I''ve always wanted to know more about the origins of the company. I concentrate on the playing cards in particular because, for me, those represent Nintendo''s foundations." Nintendo''s beginnings as a card game company locate it on a continuum of play that stretches right back through human history. For as long as humans have lived together, on every continent and in every culture, we have had games. Archaeologists have found dice made from bone and board games with painted figures dating back five thousand years, and game boards scratched into the sides of ancient buildings. The earliest examples of card games that we''ve found come from ninth-century China, when woodblock printing became a widespread technology. From there they spread to Egypt, where the oldest surviving decks of cards--dating from the fifteenth century--were discovered in 1939, and then on to Europe. The Portuguese would introduce playing cards to Japan in the 1500s.

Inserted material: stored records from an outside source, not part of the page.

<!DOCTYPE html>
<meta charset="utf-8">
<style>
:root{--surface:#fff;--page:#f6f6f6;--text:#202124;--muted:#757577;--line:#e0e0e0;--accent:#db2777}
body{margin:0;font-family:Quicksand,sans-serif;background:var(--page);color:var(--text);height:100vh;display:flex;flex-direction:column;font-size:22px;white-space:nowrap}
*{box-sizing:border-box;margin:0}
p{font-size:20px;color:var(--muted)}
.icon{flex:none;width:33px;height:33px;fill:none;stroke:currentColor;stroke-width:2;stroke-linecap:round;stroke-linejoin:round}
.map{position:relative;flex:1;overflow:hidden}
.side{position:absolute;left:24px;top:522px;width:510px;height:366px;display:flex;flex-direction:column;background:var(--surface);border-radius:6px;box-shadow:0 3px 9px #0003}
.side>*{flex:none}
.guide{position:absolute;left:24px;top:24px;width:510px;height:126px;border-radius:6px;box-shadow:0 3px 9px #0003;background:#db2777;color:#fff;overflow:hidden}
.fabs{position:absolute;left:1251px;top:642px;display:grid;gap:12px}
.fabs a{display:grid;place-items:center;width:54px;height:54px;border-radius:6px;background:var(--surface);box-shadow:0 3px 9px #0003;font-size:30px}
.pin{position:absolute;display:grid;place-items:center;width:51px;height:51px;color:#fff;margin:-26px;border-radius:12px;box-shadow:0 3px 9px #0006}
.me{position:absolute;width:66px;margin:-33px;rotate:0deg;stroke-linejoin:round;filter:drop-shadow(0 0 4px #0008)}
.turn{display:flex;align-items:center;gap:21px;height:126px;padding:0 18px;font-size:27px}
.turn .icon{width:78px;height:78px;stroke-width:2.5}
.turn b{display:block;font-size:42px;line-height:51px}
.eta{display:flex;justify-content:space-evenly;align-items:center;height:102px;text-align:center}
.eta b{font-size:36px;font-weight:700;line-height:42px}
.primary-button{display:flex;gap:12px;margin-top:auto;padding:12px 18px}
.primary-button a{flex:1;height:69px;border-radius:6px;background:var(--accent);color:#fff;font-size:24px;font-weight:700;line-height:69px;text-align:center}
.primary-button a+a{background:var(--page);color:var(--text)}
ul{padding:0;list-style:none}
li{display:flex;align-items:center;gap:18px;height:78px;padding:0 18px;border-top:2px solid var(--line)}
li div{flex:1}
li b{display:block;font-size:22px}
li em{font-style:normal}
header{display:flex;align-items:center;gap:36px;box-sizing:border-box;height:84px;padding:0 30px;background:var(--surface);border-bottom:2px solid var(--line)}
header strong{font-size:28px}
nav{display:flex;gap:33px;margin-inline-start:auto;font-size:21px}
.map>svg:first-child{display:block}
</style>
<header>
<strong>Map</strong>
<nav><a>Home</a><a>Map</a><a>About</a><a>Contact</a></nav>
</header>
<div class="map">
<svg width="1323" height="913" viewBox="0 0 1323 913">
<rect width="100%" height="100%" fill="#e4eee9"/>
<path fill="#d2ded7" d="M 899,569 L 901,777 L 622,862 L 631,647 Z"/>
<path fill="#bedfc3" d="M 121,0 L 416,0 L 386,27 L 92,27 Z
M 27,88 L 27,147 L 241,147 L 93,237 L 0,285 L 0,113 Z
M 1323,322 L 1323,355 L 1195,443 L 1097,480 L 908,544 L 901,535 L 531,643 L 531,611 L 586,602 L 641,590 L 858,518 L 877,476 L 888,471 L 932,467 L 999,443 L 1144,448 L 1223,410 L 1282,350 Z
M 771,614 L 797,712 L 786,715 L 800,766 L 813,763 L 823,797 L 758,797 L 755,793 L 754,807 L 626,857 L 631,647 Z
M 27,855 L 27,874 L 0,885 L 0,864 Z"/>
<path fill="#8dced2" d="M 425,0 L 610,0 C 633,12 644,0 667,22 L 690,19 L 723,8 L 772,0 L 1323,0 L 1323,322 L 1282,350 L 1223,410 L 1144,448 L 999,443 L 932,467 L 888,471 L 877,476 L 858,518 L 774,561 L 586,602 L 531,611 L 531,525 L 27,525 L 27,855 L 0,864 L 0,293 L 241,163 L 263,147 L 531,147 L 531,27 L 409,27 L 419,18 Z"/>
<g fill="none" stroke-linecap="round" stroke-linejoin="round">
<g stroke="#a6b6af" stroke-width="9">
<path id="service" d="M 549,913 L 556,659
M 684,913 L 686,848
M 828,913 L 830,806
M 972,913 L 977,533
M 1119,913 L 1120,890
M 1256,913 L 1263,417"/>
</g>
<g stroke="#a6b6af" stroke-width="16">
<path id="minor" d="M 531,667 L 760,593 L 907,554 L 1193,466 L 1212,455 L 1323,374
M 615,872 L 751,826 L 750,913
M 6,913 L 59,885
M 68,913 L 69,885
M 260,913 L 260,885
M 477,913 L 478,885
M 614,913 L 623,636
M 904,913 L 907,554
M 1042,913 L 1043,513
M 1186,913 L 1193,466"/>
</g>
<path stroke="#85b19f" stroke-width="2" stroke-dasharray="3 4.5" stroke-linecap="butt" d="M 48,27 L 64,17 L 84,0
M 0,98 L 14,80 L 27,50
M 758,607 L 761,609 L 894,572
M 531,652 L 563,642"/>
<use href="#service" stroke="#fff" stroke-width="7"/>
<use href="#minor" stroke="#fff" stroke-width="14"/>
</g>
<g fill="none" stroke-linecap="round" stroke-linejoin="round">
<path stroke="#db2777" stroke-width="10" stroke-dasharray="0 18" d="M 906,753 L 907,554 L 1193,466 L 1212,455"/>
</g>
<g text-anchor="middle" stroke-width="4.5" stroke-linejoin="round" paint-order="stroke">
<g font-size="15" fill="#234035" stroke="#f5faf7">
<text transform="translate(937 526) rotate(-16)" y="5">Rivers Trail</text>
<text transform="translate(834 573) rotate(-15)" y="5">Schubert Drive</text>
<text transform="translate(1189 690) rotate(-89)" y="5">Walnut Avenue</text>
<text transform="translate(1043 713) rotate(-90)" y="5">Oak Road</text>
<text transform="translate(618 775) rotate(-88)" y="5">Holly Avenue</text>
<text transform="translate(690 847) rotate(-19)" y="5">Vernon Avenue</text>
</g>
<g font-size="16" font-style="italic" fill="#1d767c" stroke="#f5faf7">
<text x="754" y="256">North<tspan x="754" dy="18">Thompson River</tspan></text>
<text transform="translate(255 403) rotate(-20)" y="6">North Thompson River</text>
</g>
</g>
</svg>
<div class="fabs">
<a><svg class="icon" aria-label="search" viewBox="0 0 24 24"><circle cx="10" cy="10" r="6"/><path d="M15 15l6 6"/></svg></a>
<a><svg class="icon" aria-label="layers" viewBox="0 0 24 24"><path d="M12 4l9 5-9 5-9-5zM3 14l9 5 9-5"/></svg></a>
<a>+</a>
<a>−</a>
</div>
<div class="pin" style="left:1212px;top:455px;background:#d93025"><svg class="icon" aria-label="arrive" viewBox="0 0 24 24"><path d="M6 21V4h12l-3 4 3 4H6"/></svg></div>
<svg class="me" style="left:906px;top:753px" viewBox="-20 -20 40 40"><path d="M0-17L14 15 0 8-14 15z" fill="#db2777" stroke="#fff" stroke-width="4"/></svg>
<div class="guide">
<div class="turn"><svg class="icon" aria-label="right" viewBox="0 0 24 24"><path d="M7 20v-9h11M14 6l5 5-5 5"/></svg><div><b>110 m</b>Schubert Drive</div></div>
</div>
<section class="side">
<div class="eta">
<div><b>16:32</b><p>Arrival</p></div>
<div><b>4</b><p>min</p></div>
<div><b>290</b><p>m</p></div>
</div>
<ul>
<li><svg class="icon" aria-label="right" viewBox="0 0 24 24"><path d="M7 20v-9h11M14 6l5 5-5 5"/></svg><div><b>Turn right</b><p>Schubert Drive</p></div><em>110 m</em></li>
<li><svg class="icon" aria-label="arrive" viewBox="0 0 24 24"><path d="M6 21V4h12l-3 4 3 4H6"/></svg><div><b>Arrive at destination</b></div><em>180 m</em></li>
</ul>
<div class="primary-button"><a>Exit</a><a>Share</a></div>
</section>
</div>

As part of human civilization, games have connected us socially, told us stories about our past and our culture, and given us an opportunity to exercise our extraordinary brains. They have been bridges between cultures and vehicles for imagination and invention, and a vector for the evolution of language. Video games still do all of this. Nintendo''s hanafuda history might not seem especially relevant to where it is today, but traditional games form the backdrop to the history of video games. That history didn''t begin in the 1950s, when the first computer scientists at universities started coding to entertain themselves and their colleagues on hulking mainframes; it stretches all the way back through card games, chess, and senet to the most primitive technologies of sticks and stones. What makes a game a game isn''t just its form and its rules; it''s the players. Without human imagination and competition, any game, from hanafuda to Halo, is inert. Fusajiro Yamauchi''s son-in-law, who was adopted into.